- **Supplied information**
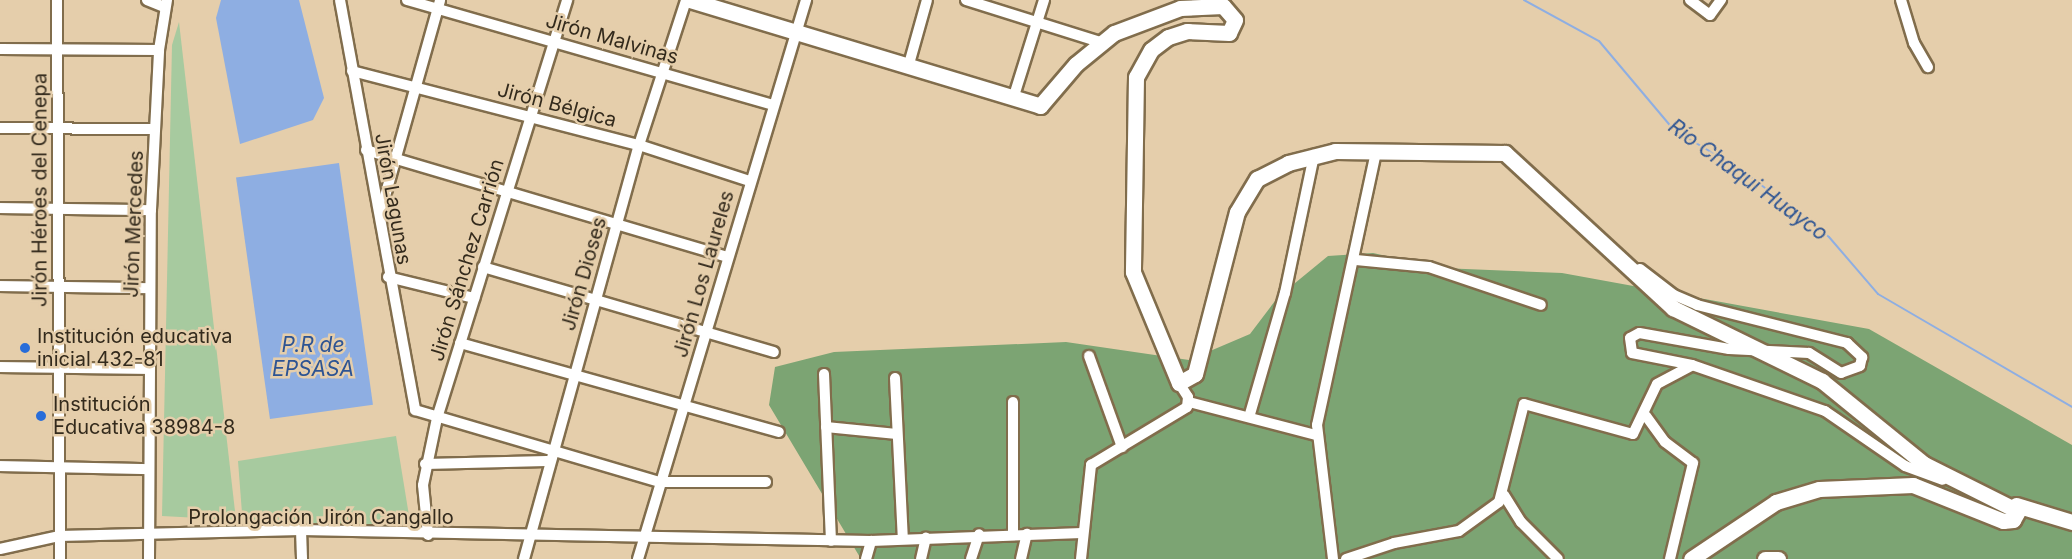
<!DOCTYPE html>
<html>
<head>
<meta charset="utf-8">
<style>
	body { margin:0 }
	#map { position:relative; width:2072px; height:559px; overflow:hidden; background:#e5ceab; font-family:Inter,sans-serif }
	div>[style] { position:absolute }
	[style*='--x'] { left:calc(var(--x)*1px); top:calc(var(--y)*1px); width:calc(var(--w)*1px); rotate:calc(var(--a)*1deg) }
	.green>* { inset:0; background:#a7ca9f }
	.forest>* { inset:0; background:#7ca473 }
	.water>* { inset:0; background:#8eaee2; transform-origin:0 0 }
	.stream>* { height:2px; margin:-1px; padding:0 1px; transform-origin:1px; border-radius:1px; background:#8eaee2 }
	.roads { filter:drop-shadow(2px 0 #816d4c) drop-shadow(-2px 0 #816d4c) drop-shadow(0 2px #816d4c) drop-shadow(0 -2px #816d4c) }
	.street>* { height:10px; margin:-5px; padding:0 5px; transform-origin:5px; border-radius:5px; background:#fff }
	.secondary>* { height:15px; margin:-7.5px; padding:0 7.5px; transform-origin:7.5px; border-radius:7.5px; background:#fff }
	.dots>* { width:16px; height:16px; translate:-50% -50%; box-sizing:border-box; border:3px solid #e5ceab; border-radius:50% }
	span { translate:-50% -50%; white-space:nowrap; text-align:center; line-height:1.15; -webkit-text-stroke:5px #e5ceab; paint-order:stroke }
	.street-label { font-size:20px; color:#332a1c }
	.poi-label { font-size:20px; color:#332a1c }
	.left { translate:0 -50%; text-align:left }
	.water-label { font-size:21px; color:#2d5493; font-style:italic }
</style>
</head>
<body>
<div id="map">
	<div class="green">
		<i style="clip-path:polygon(179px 22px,236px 520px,162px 516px,172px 45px)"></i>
		<i style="clip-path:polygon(396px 436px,411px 528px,243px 526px,238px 461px)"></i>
	</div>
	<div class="forest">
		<i style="clip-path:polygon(1373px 253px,1441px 268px,1562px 273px,1869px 329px,2072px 445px,2072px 559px,861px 559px,769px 405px,775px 367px,834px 352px,1066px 342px,1189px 360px,1250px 334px,1278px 297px,1328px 256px)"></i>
	</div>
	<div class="water">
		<i style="clip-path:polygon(221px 0,299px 0,324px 98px,313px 120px,240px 144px,216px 18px)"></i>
		<i style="left:339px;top:163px;width:244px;height:104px;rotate:82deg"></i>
	</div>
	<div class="stream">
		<i style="--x:1524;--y:0;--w:85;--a:28.7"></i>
		<i style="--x:1599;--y:41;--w:116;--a:49.9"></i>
		<i style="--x:1674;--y:130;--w:80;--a:30.7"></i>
		<i style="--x:1743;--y:171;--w:108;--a:37.5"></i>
		<i style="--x:1829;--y:237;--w:75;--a:49.3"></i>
		<i style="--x:1878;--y:294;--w:225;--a:30.2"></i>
	</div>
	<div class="roads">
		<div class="street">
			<i style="--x:57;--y:0;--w:559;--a:89.69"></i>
			<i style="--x:147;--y:0;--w:18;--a:22"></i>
			<i style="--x:340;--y:0;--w:417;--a:79.6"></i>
			<i style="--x:415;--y:410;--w:254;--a:16.4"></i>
			<i style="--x:659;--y:482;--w:107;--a:0"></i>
			<i style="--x:407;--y:0;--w:380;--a:16"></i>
			<i style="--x:966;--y:0;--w:140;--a:17.4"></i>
			<i style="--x:1690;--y:0;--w:25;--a:37"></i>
			<i style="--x:1710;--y:15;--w:19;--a:-54"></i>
			<i style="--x:1901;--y:0;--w:45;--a:73.2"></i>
			<i style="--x:1914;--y:43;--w:28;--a:60"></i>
			<i style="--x:0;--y:49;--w:159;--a:0.4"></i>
			<i style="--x:909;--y:64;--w:66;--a:-74.3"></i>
			<i style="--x:352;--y:71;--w:296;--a:14.5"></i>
			<i style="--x:639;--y:145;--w:117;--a:18"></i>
			<i style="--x:1013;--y:99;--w:104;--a:-72.6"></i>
			<i style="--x:0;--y:128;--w:155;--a:0.4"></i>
			<i style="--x:366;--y:150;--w:377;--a:16.5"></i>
			<i style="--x:0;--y:208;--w:151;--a:0.8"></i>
			<i style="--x:380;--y:214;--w:222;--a:-74.3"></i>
			<i style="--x:1356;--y:260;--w:73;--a:5.5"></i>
			<i style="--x:1429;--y:267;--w:118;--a:18.7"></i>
			<i style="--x:483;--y:267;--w:303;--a:16.3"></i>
			<i style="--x:1640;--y:269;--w:43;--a:37.4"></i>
			<i style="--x:1674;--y:295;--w:25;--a:23"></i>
			<i style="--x:1697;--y:305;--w:155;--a:14.2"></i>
			<i style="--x:1847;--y:343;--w:21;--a:43"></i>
			<i style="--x:1862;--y:357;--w:9;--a:103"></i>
			<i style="--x:1860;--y:366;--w:20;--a:160"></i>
			<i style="--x:1841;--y:373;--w:38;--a:-148"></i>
			<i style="--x:1809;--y:353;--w:80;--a:-177.1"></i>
			<i style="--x:1729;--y:349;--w:91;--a:-169.9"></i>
			<i style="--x:1639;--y:333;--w:10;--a:151"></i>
			<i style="--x:1630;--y:338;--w:15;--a:82"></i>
			<i style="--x:1632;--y:353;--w:61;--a:11.3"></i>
			<i style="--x:1692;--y:365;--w:141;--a:19.1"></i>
			<i style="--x:1825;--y:411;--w:97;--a:34.5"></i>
			<i style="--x:1905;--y:466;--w:40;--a:20.2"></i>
			<i style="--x:388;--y:277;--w:89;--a:13.7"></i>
			<i style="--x:0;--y:286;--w:148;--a:0.8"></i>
			<i style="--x:460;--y:343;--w:331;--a:15.6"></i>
			<i style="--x:1089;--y:356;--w:97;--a:70.1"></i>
			<i style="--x:0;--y:367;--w:147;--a:0.8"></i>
			<i style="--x:824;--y:374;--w:167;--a:87.6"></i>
			<i style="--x:895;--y:378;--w:161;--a:87.2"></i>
			<i style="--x:1189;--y:402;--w:131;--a:14.6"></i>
			<i style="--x:1250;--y:414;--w:126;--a:-73.9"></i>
			<i style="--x:1285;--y:293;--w:141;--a:-78.1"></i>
			<i style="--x:1646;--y:416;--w:32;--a:54"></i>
			<i style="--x:1665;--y:442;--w:35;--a:37"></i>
			<i style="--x:1693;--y:463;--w:99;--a:103.5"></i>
			<i style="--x:826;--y:427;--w:71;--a:5.6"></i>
			<i style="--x:425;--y:464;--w:122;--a:-1.4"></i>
			<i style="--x:0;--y:466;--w:148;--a:1.2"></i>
			<i style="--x:1504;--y:495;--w:32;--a:58"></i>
			<i style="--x:1521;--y:522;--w:52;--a:45"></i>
			<i style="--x:301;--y:530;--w:29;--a:88"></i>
			<i style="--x:1013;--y:534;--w:132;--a:-90"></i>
			<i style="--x:428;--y:535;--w:50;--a:-95.7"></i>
			<i style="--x:423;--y:485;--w:68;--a:-78.2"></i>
			<i style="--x:437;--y:418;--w:438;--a:-72.7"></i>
			<i style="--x:0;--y:549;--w:60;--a:-12.4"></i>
			<i style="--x:59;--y:536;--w:242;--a:-1.4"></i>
			<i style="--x:301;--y:530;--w:570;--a:1.11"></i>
			<i style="--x:871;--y:541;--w:211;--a:-2.2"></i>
			<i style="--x:149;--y:559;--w:349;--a:-89.7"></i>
			<i style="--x:151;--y:210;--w:160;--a:-87.1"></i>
			<i style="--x:159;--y:50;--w:51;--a:-80.9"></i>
			<i style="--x:524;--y:559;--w:430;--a:-74.5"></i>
			<i style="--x:639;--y:145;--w:152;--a:-72"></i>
			<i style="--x:638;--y:559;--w:584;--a:-73.27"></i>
			<i style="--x:866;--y:559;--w:19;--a:-74"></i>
			<i style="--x:921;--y:559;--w:22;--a:-77"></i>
			<i style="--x:971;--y:559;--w:26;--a:-72"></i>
			<i style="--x:1021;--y:559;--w:26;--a:-77"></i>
			<i style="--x:1081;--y:559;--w:95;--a:-83.9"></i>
			<i style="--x:1091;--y:465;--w:112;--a:-31.1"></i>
			<i style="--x:1187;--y:407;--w:10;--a:-84"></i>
			<i style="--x:1188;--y:397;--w:17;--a:-123"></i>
			<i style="--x:1333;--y:559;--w:135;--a:-96.8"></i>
			<i style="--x:1317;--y:425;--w:280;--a:-77.8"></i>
			<i style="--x:1346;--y:559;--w:51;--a:-18.4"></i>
			<i style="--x:1394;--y:543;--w:66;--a:-10.5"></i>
			<i style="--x:1459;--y:531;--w:49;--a:-35.9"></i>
			<i style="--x:1499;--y:502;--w:101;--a:-75.7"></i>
			<i style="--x:1524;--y:404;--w:113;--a:15.4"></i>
			<i style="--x:1633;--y:434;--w:55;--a:-64.4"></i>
			<i style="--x:1657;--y:384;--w:40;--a:-28"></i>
		</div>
		<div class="secondary">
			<i style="--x:690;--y:0;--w:366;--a:16.8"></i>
			<i style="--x:1040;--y:106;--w:55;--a:-49.4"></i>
			<i style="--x:1076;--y:64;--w:49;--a:-39.2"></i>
			<i style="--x:1114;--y:33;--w:71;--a:-20.7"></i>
			<i style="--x:1180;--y:8;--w:43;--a:-2.7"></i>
			<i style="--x:1223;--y:6;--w:18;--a:49"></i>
			<i style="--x:1235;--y:20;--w:14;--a:115"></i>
			<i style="--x:1229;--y:33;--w:42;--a:-177.3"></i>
			<i style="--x:1187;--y:31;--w:20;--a:162"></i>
			<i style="--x:1168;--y:37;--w:21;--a:143"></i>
			<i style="--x:1151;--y:50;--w:31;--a:119"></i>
			<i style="--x:1136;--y:77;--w:195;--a:90.9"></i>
			<i style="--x:1133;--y:272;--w:120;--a:67.5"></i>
			<i style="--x:1179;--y:383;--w:18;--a:-29"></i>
			<i style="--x:1195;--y:374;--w:167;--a:-75.5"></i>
			<i style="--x:1237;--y:212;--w:39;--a:-59"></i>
			<i style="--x:1257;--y:179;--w:35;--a:-27"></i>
			<i style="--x:1288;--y:163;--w:49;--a:-14.3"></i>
			<i style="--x:1335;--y:151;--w:170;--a:0.7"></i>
			<i style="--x:1505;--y:153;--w:229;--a:42.7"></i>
			<i style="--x:1673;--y:308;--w:166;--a:26.1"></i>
			<i style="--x:1822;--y:381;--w:132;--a:39.1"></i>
			<i style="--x:1924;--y:464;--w:105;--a:26.6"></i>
			<i style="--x:2018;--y:511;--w:10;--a:119"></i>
			<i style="--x:2013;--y:520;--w:10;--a:174"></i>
			<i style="--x:2003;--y:521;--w:97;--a:-158.2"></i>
			<i style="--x:1913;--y:485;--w:94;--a:177.6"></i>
			<i style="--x:1819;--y:489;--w:45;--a:163.2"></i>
			<i style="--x:1776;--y:502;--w:102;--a:146.2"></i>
			<i style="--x:2016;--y:505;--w:59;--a:16.9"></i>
			<i style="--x:1765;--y:559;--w:13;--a:0"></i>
		</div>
	</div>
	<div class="dots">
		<i style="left:25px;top:348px;background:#286dd9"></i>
		<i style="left:41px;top:416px;background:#286dd9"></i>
	</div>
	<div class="street-label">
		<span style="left:612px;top:39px;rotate:16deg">Jirón Malvinas</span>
		<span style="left:557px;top:105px;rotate:15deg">Jirón Bélgica</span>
		<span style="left:40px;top:190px;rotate:-90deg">Jirón Héroes del Cenepa</span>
		<span style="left:393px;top:199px;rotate:80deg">Jirón Lagunas</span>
		<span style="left:134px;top:224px;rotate:-88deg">Jirón Mercedes</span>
		<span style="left:467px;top:260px;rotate:-73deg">Jirón Sánchez Carrión</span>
		<span style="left:584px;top:274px;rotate:-74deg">Jirón Dioses</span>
		<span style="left:704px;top:274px;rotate:-74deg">Jirón Los Laureles</span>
		<span style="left:321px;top:517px">Prolongación Jirón Cangallo</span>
	</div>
	<div class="poi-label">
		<span class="left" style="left:37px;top:348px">Institución educativa<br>inicial 432-81</span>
		<span class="left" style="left:53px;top:416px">Institución<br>Educativa 38984-8</span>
	</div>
	<div class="water-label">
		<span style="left:1748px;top:180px;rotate:36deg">Río Chaqui Huayco</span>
		<span style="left:313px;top:357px">P.R de<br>EPSASA</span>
	</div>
</div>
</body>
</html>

- **Exercise details**
Tally the lines in the records above that hold the word "stream", and give only that number.

- **Written answer**
2